La peste des petits ruminants : vers une éradication mondiale ? - La Semaine Vétérinaire n° 1777 du 14/09/2018
La Semaine Vétérinaire n° 1777 du 14/09/2018

PLAN STRATÉGIQUE

PRATIQUE MIXTE

L'ACTU

Auteur(s) : CLOTHILDE BARDE 

Lors de la conférence organisée par l’Organisation mondiale de la santé animale et l’Organisation des Nations unies pour l’alimentation et l’agriculture, qui s’est tenue à Bruxelles les 6 et 7 septembre, plus de 45 pays ont réitéré leur engagement en faveur de l’éradication mondiale de la peste des petits ruminants d’ici 2030.

La peste des petits ruminants (PPR), maladie hautement contagieuse responsable de la mort de millions d’ovins et de caprins chaque année (jusqu’à 90 % des animaux infectés), est à l’origine de pertes économiques annuelles de plus de 2,1 milliards de dollars à travers le monde.
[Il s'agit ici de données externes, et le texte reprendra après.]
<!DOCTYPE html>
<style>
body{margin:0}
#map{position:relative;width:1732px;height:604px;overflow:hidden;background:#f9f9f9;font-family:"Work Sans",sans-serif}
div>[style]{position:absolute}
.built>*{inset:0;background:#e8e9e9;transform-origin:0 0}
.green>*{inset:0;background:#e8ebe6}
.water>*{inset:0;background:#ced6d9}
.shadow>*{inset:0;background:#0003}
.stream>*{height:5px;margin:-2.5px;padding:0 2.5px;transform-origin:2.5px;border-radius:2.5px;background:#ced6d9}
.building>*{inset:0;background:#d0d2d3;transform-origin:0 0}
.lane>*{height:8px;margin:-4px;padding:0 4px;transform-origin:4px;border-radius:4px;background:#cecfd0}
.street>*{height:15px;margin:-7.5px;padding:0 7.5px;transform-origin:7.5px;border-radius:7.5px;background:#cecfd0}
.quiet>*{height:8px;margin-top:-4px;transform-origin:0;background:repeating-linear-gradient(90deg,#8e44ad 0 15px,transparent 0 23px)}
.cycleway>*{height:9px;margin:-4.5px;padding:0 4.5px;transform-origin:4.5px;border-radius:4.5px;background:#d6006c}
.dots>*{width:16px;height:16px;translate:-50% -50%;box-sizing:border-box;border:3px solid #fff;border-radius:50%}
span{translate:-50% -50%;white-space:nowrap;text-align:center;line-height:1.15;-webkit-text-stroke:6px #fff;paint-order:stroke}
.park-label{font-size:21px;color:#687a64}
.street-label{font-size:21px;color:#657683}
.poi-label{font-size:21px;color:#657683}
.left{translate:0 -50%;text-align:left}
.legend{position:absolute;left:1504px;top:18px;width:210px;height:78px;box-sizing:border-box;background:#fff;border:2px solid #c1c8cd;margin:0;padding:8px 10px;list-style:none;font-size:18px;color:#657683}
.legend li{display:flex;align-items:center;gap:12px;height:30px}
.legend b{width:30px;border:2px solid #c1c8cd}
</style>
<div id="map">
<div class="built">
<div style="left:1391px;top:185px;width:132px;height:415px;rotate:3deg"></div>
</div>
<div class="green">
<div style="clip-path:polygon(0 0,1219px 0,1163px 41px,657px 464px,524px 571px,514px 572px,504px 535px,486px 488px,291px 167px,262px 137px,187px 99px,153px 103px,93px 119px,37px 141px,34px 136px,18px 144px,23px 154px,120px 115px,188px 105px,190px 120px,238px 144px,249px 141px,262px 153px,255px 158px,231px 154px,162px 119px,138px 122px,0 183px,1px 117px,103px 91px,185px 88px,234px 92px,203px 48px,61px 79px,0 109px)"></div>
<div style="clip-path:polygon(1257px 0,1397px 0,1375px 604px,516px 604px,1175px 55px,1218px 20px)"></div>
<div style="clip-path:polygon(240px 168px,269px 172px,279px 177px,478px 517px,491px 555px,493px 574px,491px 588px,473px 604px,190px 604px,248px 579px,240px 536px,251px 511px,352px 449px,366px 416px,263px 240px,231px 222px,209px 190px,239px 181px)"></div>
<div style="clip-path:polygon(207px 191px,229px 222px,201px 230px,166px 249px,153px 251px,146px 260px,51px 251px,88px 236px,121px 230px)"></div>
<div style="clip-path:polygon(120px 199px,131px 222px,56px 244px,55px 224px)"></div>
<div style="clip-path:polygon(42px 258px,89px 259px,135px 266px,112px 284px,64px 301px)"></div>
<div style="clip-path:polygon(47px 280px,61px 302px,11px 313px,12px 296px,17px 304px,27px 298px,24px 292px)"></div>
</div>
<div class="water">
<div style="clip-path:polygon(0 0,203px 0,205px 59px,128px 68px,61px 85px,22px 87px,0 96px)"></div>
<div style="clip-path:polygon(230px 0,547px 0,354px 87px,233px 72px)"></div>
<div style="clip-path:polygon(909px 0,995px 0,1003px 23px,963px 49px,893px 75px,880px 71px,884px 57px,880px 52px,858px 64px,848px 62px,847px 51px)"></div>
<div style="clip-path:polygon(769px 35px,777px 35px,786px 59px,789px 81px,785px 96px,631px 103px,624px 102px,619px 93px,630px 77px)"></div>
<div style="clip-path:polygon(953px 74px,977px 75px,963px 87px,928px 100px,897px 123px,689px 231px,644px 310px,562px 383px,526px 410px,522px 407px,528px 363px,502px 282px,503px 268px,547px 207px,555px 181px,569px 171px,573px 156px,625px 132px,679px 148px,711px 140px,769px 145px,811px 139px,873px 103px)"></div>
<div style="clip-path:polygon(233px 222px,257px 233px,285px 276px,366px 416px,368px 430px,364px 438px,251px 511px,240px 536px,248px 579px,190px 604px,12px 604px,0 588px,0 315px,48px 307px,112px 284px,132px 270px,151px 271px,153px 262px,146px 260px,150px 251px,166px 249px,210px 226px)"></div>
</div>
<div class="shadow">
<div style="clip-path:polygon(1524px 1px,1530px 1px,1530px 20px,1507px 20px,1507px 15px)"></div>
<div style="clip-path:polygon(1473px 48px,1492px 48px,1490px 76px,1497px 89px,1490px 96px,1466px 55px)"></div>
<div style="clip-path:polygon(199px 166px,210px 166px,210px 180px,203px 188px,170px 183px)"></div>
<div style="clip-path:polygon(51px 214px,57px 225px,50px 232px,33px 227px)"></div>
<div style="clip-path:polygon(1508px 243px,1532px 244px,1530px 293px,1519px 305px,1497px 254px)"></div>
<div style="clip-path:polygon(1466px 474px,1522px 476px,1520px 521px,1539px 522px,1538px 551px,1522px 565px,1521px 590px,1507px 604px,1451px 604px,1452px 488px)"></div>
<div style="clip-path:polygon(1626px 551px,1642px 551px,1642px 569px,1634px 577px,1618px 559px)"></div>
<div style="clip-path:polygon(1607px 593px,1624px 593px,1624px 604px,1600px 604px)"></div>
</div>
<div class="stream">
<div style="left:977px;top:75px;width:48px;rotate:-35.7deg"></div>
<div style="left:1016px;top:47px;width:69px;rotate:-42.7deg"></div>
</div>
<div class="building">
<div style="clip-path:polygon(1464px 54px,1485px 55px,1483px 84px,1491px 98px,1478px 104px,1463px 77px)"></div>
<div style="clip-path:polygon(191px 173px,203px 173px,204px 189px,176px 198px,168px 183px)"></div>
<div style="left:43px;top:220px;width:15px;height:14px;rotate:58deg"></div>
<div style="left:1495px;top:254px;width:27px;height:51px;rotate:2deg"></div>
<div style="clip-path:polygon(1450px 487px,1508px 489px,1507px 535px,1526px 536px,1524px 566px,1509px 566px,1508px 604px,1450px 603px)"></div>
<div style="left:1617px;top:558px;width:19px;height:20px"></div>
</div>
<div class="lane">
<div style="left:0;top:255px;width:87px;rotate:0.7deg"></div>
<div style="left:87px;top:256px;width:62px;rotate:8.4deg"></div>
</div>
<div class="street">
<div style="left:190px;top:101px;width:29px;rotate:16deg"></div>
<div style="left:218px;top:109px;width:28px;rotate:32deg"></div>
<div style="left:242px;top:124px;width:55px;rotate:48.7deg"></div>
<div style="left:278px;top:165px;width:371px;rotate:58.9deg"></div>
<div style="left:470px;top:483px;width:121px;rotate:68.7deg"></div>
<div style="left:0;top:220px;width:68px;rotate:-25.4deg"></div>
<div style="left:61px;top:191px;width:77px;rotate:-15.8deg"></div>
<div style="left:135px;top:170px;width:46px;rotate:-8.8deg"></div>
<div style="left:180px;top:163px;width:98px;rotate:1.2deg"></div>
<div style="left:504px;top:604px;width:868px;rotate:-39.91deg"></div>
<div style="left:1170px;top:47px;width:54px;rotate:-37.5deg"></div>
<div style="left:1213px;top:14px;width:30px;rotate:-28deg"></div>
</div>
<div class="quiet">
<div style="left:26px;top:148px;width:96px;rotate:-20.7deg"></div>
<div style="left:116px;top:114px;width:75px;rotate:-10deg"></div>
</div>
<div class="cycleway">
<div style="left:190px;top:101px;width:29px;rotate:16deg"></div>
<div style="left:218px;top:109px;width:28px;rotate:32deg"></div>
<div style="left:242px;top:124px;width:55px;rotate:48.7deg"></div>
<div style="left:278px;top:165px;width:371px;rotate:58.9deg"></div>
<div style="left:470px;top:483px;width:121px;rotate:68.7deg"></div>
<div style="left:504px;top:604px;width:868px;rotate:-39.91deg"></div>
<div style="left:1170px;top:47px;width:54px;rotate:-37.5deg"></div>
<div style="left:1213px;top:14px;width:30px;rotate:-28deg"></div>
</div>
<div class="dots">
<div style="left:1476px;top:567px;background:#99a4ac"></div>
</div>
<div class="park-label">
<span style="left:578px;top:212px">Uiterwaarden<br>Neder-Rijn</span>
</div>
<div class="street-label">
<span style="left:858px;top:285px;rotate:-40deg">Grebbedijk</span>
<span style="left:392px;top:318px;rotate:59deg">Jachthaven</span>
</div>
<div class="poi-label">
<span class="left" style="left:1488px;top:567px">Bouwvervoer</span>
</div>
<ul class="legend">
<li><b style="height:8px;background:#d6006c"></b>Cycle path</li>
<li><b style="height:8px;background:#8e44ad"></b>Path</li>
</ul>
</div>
C’est une « menace directe [pour] les moyens d’existence des personnes les plus pauvres dans leurs pays », ont indiqué les participants à la dernière conférence internationale de l’Organisation mondiale de la santé animale (OIE) et de l’Organisation des Nations unies pour l’alimentation et l’agriculture (FAO) dans leur déclaration ministérielle.
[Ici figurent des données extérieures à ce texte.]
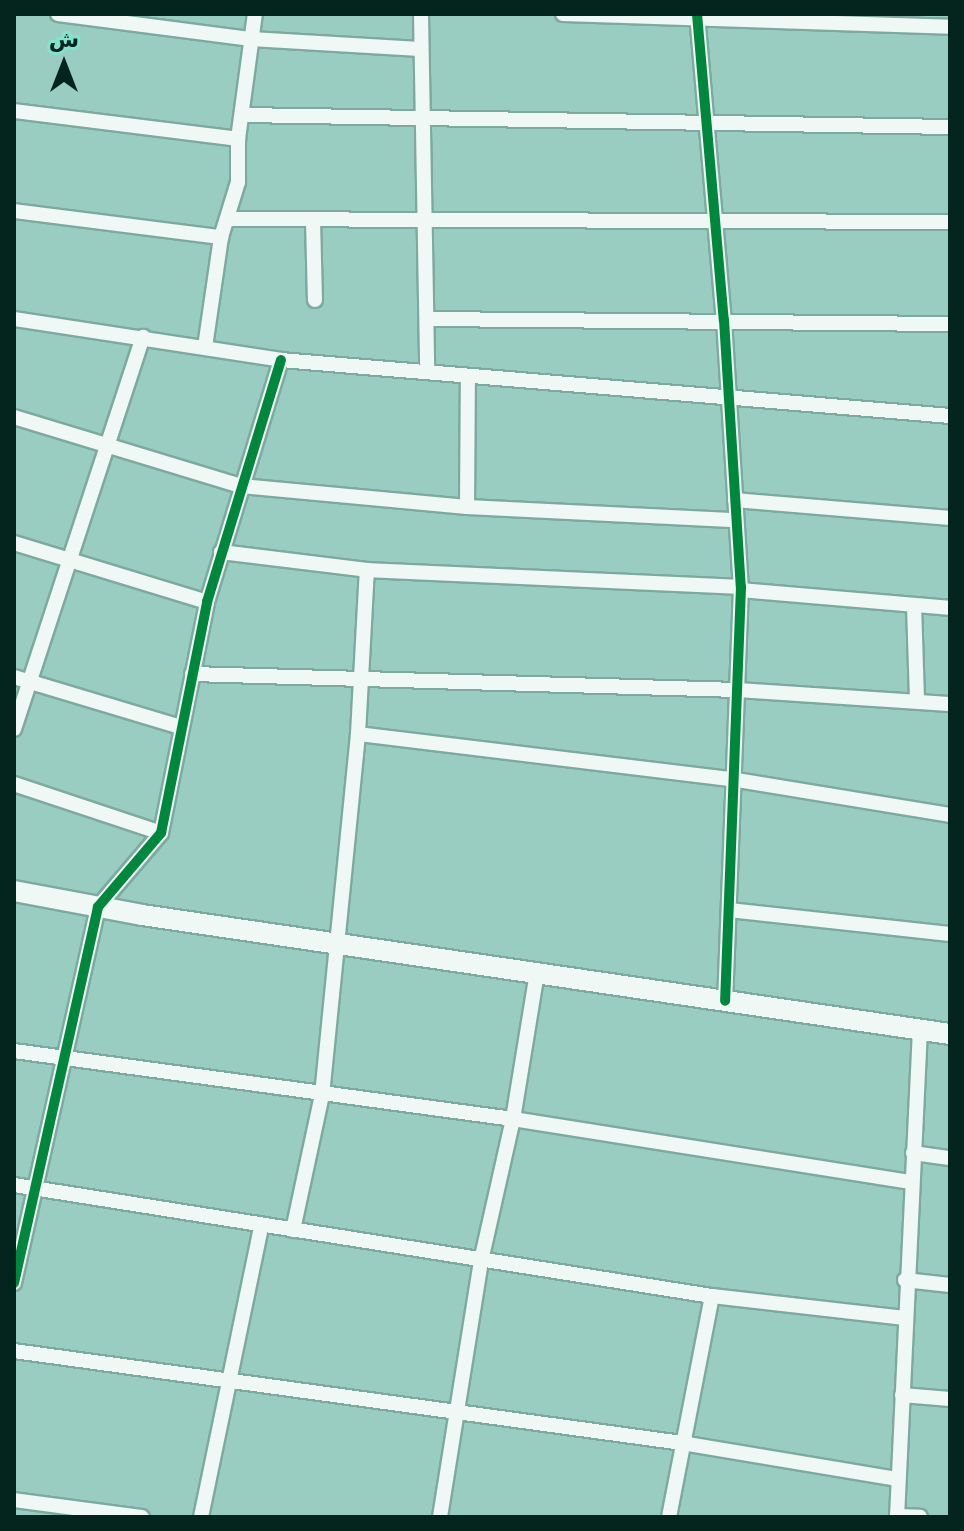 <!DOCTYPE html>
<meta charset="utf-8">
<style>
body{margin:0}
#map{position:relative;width:964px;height:1531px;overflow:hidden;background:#99cdc1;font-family:"DejaVu Sans",Vazirmatn,sans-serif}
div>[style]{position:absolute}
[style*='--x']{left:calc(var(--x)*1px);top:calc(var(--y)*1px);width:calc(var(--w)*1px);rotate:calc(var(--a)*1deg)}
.roads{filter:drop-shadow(2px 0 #7ea99f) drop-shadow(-2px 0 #7ea99f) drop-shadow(0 2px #7ea99f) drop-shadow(0 -2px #7ea99f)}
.street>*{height:14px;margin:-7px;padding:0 7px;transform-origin:7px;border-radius:7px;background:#f0f8f6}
.secondary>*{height:20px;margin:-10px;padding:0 10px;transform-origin:10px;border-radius:10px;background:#f0f8f6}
.cycleway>*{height:10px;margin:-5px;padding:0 5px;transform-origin:5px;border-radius:5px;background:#00873e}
span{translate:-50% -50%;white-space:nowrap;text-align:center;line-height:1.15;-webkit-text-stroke:8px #83e3cd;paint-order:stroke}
.frame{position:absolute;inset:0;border:16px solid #04241e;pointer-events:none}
.north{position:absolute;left:24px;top:24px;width:80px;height:80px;-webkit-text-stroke:6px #83e3cd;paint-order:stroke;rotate:0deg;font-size:22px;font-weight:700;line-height:32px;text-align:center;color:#04241e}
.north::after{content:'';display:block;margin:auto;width:28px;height:36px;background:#04241e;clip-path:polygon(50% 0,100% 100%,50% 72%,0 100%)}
</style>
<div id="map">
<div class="roads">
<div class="street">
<div style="--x:58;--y:14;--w:195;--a:7.4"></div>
<div style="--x:251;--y:39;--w:169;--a:3.4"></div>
<div style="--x:421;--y:14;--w:357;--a:89"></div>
<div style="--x:563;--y:14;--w:387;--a:1.9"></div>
<div style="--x:697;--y:14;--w:307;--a:85"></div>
<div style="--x:724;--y:320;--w:268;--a:86.4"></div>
<div style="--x:741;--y:587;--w:414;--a:92.2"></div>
<div style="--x:14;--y:111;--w:226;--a:7.1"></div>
<div style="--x:242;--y:115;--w:708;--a:0.97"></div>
<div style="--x:14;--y:211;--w:209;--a:7.2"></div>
<div style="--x:229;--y:219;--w:721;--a:0.24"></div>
<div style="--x:313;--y:220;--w:80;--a:88.6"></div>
<div style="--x:14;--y:319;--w:270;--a:8.7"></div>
<div style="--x:281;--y:360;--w:671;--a:4.78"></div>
<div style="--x:427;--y:319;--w:523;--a:0.55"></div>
<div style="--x:205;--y:347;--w:111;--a:-81.7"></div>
<div style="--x:221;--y:237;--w:58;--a:-72.8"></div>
<div style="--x:238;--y:182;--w:43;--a:-90"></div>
<div style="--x:238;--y:139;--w:126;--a:-82.3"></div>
<div style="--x:14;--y:417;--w:237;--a:16.9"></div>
<div style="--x:241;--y:486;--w:227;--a:5.3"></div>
<div style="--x:467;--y:507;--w:269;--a:2.8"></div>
<div style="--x:735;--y:500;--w:216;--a:4.8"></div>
<div style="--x:467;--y:507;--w:131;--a:-89.6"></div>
<div style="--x:14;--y:543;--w:202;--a:17"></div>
<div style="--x:221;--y:552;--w:147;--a:7"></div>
<div style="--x:367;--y:570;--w:374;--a:2.6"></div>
<div style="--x:741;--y:590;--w:210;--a:4.9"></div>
<div style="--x:914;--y:605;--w:95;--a:88.2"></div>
<div style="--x:192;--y:674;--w:545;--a:1.68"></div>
<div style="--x:737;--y:690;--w:213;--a:3.8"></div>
<div style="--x:14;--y:677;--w:174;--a:16.7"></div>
<div style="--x:14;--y:729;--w:413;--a:-71.8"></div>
<div style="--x:358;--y:734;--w:382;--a:6.9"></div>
<div style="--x:737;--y:780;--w:216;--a:9.3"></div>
<div style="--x:14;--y:784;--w:155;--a:18.4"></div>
<div style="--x:729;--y:910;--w:222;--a:6.2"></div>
<div style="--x:14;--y:1051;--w:504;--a:7.76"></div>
<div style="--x:513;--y:1119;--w:403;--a:9"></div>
<div style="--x:913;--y:1153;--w:37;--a:8"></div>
<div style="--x:14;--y:1185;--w:707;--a:9.04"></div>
<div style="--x:712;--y:1296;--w:194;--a:6.5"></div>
<div style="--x:293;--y:1230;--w:138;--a:-77.9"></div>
<div style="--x:322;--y:1095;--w:363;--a:-84.3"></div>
<div style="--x:358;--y:734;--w:164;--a:-86.9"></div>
<div style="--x:905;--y:1280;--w:45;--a:6.3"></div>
<div style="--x:14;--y:1283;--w:385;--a:-77.4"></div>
<div style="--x:98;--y:907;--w:97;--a:-49.6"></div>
<div style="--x:161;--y:833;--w:236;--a:-78.7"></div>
<div style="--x:207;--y:602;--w:253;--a:-73"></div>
<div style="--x:14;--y:1351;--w:674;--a:7.84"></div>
<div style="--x:682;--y:1443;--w:218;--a:9.5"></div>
<div style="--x:902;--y:1395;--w:48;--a:4.8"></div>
<div style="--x:14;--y:1500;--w:129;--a:7.6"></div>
<div style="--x:897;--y:1516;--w:23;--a:2"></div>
<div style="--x:201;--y:1517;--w:297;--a:-78.3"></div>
<div style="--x:440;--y:1517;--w:259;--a:-80.9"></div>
<div style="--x:481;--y:1261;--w:146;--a:-77.3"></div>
<div style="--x:513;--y:1119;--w:148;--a:-80.7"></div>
<div style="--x:669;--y:1517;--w:225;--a:-79"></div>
<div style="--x:897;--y:1517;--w:489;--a:-87.3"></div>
</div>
<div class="secondary">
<div style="--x:14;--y:891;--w:130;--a:10.6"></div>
<div style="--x:142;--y:915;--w:817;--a:8.38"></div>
</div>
</div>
<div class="cycleway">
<div style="--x:697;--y:14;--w:307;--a:85"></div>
<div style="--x:724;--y:320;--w:268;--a:86.4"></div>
<div style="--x:741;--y:587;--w:414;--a:92.2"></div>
<div style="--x:14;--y:1283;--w:385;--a:-77.4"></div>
<div style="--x:98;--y:907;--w:97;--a:-49.6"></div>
<div style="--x:161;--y:833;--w:236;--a:-78.7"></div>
<div style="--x:207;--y:602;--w:253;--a:-73"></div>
</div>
<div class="frame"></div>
<div class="north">ش</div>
</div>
Or, cette maladie est encore fortement présente à travers le monde1. En effet, après avoir été détectée pour la première fois en Côte d’Ivoire en 1942, elle s’est peu à peu propagée à plus de 70 pays en Afrique, au Proche et au Moyen-Orient et en Asie avant d’atteindre l’Union européenne (Bulgarie) en juin 2018.

Un objectif ambitieux, de plus en plus envisageable

Face à cette situation, la lutte s’est organisée depuis 2015 avec l’adoption par la FAO et l’OIE de la stratégie mondiale de lutte et d’éradication de la PPR2, puis à travers le programme mondial d’éradication de la PPR 2017-20213, qui détaille les plans stratégiques nationaux de lutte et d’éradication (protocole de vaccination, estimation des ressources financières). De nouvelles stratégies vaccinales sont développées. En effet, d’après les résultats d’une étude scientifique4publiée dans la revue PNAS5 le 27 juillet dernier, alors que les campagnes massives de vaccination préconisées jusqu’à présent sont coûteuses et très compliquées à mettre en œuvre d’un point de vue logistique, une vaccination ciblée pourrait être la voie à poursuivre.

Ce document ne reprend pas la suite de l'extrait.